- [ABOUT THIS TASK]: Word for word, restate the lines from the top of the records below through the line with "2px #a8a9ac) drop-shadow(0", both included, with no pictures in the result.

- [SUPPLIED RECORDS]:

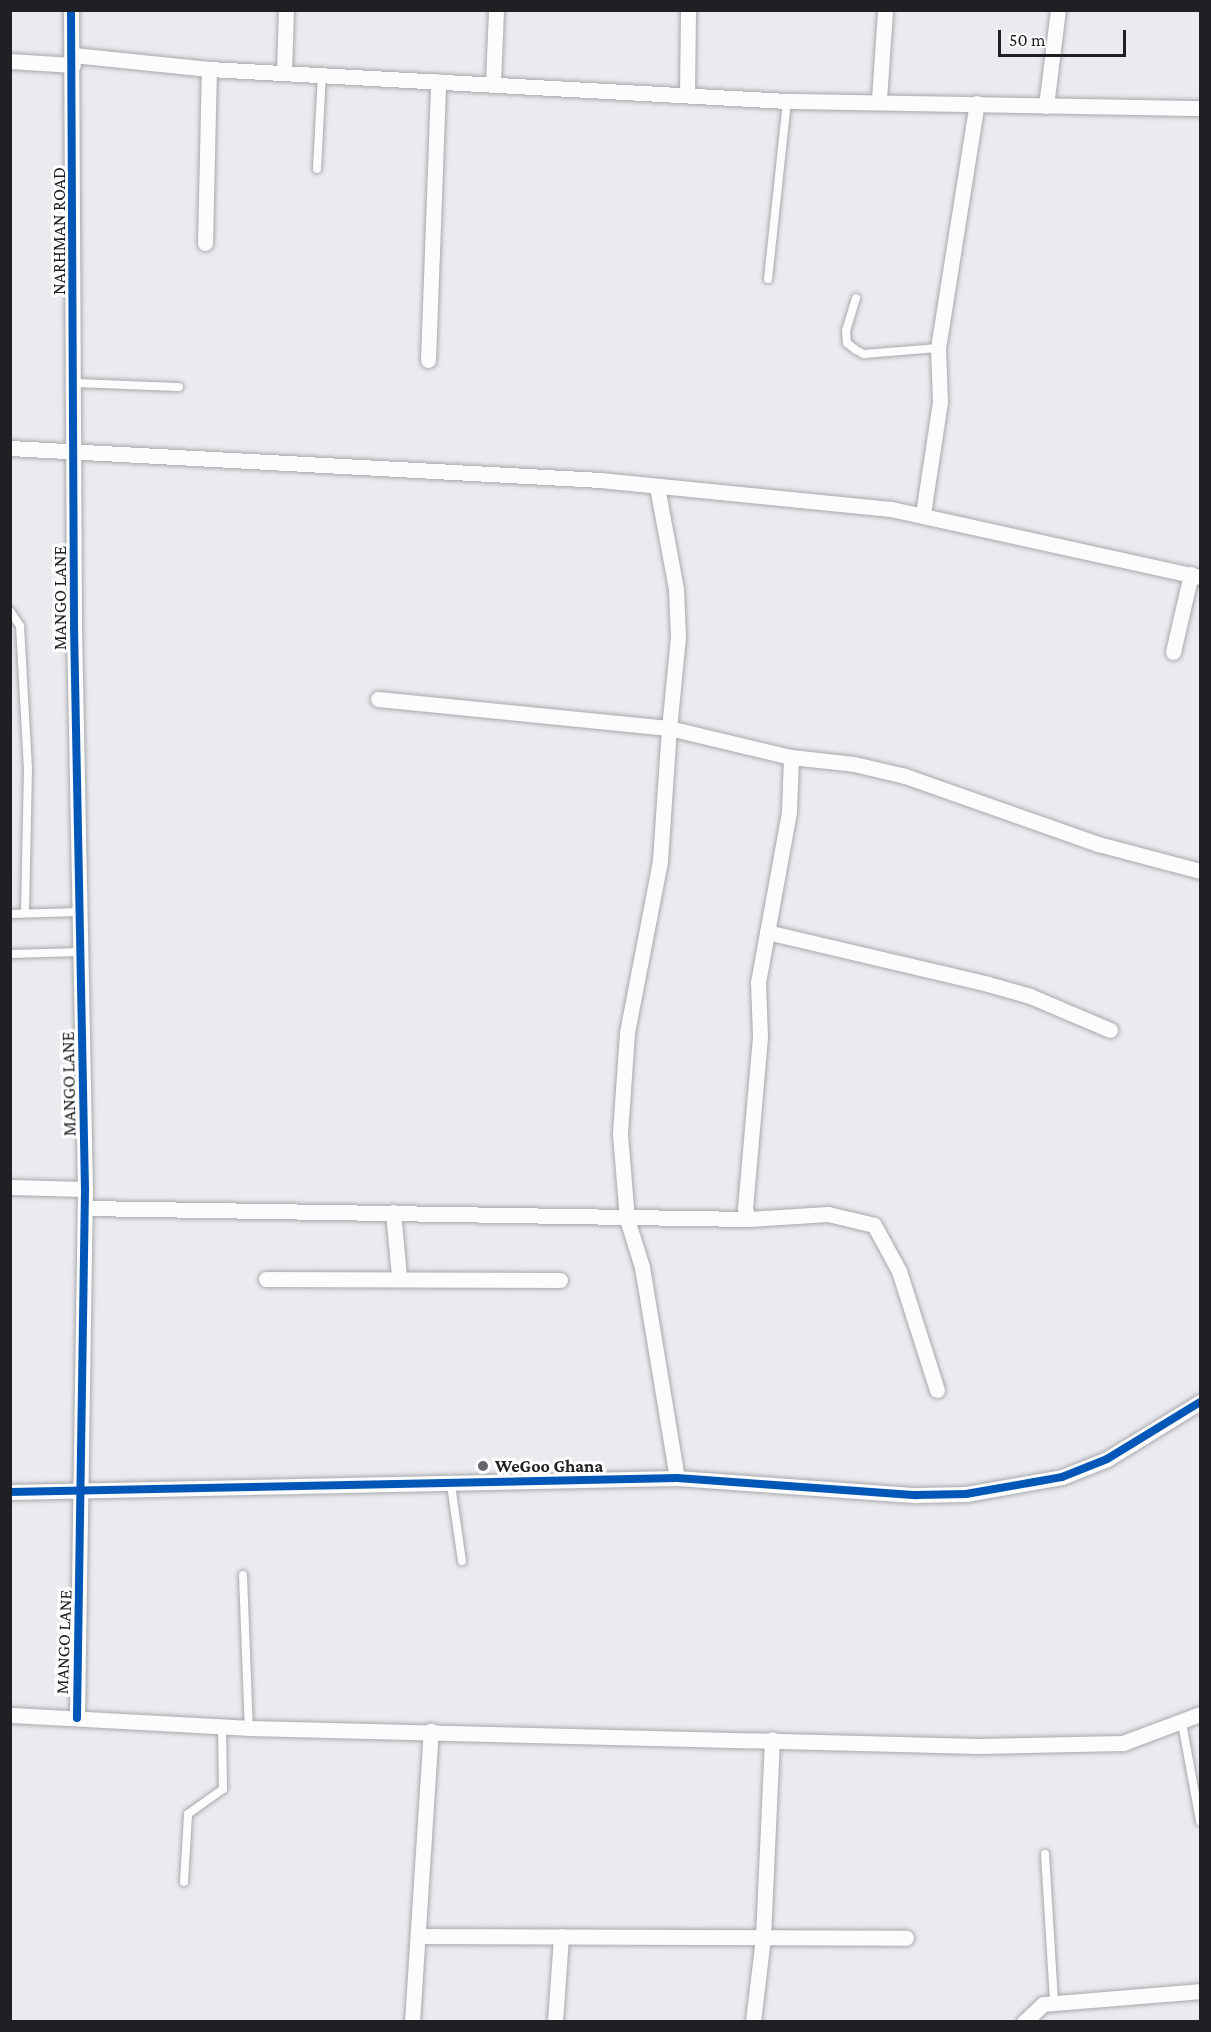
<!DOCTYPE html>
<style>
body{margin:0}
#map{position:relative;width:1211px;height:2032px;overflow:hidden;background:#eaeaef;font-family:"Crimson Pro",serif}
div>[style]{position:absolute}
.roads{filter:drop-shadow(0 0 2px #a8a9ac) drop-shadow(0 0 2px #a8a9ac)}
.lane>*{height:8px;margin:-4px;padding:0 4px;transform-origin:4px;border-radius:4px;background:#fcfcfd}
.street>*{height:15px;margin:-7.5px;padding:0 7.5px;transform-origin:7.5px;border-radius:7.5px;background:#fcfcfd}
.cycleway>*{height:8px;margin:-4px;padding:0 4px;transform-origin:4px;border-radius:4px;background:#0057b8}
.dots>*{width:16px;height:16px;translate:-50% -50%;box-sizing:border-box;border:3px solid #fff;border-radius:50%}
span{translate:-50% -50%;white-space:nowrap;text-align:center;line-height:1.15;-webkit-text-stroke:6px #fff;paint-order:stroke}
.street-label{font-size:18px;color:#202024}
.poi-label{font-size:18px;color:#202024;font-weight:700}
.left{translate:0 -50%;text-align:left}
.frame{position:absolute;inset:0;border:12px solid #202024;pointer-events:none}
.scale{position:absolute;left:998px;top:30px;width:128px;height:27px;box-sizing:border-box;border:3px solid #202024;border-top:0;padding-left:8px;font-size:18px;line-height:21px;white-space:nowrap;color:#202024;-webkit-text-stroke:4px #fff;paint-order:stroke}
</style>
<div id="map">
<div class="roads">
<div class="lane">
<i style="left:317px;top:169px;width:94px;rotate:-87deg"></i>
<i style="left:768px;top:279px;width:179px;rotate:-83.9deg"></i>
<i style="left:856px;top:298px;width:34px;rotate:107deg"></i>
<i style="left:846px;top:331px;width:12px;rotate:85deg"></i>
<i style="left:847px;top:343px;width:11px;rotate:38deg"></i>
<i style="left:856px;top:350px;width:9px;rotate:27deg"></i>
<i style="left:864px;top:354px;width:74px;rotate:-4.6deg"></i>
<i style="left:75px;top:383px;width:104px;rotate:2.2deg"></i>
<i style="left:10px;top:611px;width:18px;rotate:56deg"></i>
<i style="left:20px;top:626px;width:142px;rotate:86.8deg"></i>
<i style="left:28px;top:768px;width:144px;rotate:91.2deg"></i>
<i style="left:10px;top:914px;width:71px;rotate:-1.6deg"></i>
<i style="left:10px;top:954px;width:71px;rotate:-1.6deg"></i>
<i style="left:451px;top:1485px;width:77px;rotate:81.8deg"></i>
<i style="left:243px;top:1575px;width:153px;rotate:87.8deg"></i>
<i style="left:1182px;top:1723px;width:100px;rotate:79.6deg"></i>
<i style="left:1045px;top:1854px;width:149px;rotate:86.5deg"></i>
<i style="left:184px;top:1882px;width:68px;rotate:-86.6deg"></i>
<i style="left:188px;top:1814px;width:43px;rotate:-35.5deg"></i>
<i style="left:223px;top:1789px;width:63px;rotate:-90.9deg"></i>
</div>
<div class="street">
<i style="left:71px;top:10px;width:617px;rotate:89.72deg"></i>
<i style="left:74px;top:627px;width:562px;rotate:88.88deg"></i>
<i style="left:85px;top:1189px;width:529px;rotate:90.87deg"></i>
<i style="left:73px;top:55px;width:137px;rotate:5.9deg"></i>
<i style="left:209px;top:69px;width:579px;rotate:3.17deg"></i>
<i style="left:787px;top:101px;width:413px;rotate:1deg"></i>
<i style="left:10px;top:61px;width:63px;rotate:3.6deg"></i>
<i style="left:284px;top:72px;width:62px;rotate:-88.2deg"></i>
<i style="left:493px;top:82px;width:72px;rotate:-87.6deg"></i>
<i style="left:687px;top:94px;width:84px;rotate:-89.3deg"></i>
<i style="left:879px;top:99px;width:89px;rotate:-86.1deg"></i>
<i style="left:1046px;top:106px;width:97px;rotate:-82.9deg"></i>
<i style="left:205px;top:243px;width:174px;rotate:-88.7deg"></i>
<i style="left:428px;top:360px;width:279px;rotate:-87.9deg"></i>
<i style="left:10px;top:448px;width:591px;rotate:3.1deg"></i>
<i style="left:600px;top:480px;width:292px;rotate:5.7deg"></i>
<i style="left:891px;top:509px;width:316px;rotate:12.4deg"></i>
<i style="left:657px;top:487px;width:104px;rotate:79.4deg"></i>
<i style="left:676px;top:589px;width:48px;rotate:87.6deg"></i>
<i style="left:678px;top:637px;width:91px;rotate:95.6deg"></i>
<i style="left:669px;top:728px;width:125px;rotate:13.4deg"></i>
<i style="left:791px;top:757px;width:63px;rotate:6.3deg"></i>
<i style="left:854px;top:764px;width:52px;rotate:13.2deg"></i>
<i style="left:905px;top:776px;width:205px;rotate:19.4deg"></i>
<i style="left:1098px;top:844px;width:106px;rotate:14.8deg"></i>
<i style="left:923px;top:514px;width:113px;rotate:-81.4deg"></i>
<i style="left:940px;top:402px;width:54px;rotate:-92.1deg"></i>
<i style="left:938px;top:348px;width:248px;rotate:-81deg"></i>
<i style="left:1173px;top:652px;width:80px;rotate:-77deg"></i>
<i style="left:378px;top:699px;width:292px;rotate:5.7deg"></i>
<i style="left:669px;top:728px;width:133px;rotate:93.9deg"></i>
<i style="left:660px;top:861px;width:175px;rotate:100.9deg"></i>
<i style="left:627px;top:1033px;width:101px;rotate:94deg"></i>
<i style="left:620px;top:1134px;width:85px;rotate:85.3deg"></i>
<i style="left:627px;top:1219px;width:50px;rotate:72.6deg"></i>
<i style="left:642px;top:1267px;width:214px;rotate:80.6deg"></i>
<i style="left:791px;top:757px;width:55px;rotate:92.1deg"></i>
<i style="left:789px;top:812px;width:173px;rotate:100.3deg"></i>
<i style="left:758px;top:982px;width:55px;rotate:87.9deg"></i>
<i style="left:760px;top:1037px;width:172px;rotate:95deg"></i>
<i style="left:745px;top:1208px;width:11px;rotate:75deg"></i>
<i style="left:748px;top:1219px;width:80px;rotate:-3.6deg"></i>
<i style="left:828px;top:1214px;width:47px;rotate:13.4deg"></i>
<i style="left:874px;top:1225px;width:52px;rotate:61.5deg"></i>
<i style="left:899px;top:1271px;width:125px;rotate:72.3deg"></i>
<i style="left:767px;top:932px;width:227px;rotate:13.2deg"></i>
<i style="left:988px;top:984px;width:44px;rotate:15.9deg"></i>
<i style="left:1030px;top:996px;width:87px;rotate:23deg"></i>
<i style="left:10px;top:1187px;width:75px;rotate:1.5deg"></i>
<i style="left:85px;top:1208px;width:663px;rotate:0.95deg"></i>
<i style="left:393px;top:1212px;width:64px;rotate:84.6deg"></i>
<i style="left:266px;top:1279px;width:294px;rotate:0.2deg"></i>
<i style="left:10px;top:1492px;width:667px;rotate:-1.2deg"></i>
<i style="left:677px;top:1478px;width:240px;rotate:4.1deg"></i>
<i style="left:916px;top:1495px;width:50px;rotate:-1.1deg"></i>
<i style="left:966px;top:1494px;width:97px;rotate:-10deg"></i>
<i style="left:1062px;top:1477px;width:48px;rotate:-21.8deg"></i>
<i style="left:1107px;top:1459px;width:109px;rotate:-31.5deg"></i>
<i style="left:10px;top:1715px;width:239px;rotate:3.1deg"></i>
<i style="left:249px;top:1728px;width:729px;rotate:1.41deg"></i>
<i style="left:978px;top:1746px;width:145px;rotate:-1.2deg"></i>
<i style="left:1123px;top:1743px;width:82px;rotate:-20.6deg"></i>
<i style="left:420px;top:1936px;width:486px;rotate:0.2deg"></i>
<i style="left:412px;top:2022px;width:292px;rotate:-86.3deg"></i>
<i style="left:555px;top:2022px;width:86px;rotate:-86deg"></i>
<i style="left:753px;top:2022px;width:86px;rotate:-83.3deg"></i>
<i style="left:763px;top:1937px;width:198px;rotate:-87.4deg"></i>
<i style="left:1024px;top:2022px;width:26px;rotate:-43deg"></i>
<i style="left:1043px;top:2004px;width:158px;rotate:-4.7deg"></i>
</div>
</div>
<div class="cycleway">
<i style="left:71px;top:10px;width:617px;rotate:89.72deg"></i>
<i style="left:74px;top:627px;width:562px;rotate:88.88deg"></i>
<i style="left:85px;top:1189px;width:529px;rotate:90.87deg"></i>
<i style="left:10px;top:1492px;width:667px;rotate:-1.2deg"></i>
<i style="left:677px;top:1478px;width:240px;rotate:4.1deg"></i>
<i style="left:916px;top:1495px;width:50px;rotate:-1.1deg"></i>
<i style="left:966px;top:1494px;width:97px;rotate:-10deg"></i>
<i style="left:1062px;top:1477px;width:48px;rotate:-21.8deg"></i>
<i style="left:1107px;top:1459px;width:109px;rotate:-31.5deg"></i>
</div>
<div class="dots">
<i style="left:483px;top:1466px;background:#67676b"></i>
</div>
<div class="street-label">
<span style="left:59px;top:231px;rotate:-90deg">NARHMAN ROAD</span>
<span style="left:60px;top:598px;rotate:-90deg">MANGO LANE</span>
<span style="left:69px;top:1084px;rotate:-91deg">MANGO LANE</span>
<span style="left:64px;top:1642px;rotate:-88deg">MANGO LANE</span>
</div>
<div class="poi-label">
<span class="left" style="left:495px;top:1466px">WeGoo Ghana</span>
</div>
<div class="frame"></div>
<div class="scale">50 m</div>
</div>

- [SOLUTION FOR THIS PROBLEM]:
<!DOCTYPE html>
<style>
body{margin:0}
#map{position:relative;width:1211px;height:2032px;overflow:hidden;background:#eaeaef;font-family:"Crimson Pro",serif}
div>[style]{position:absolute}
.roads{filter:drop-shadow(0 0 2px #a8a9ac) drop-shadow(0 0 2px #a8a9ac)}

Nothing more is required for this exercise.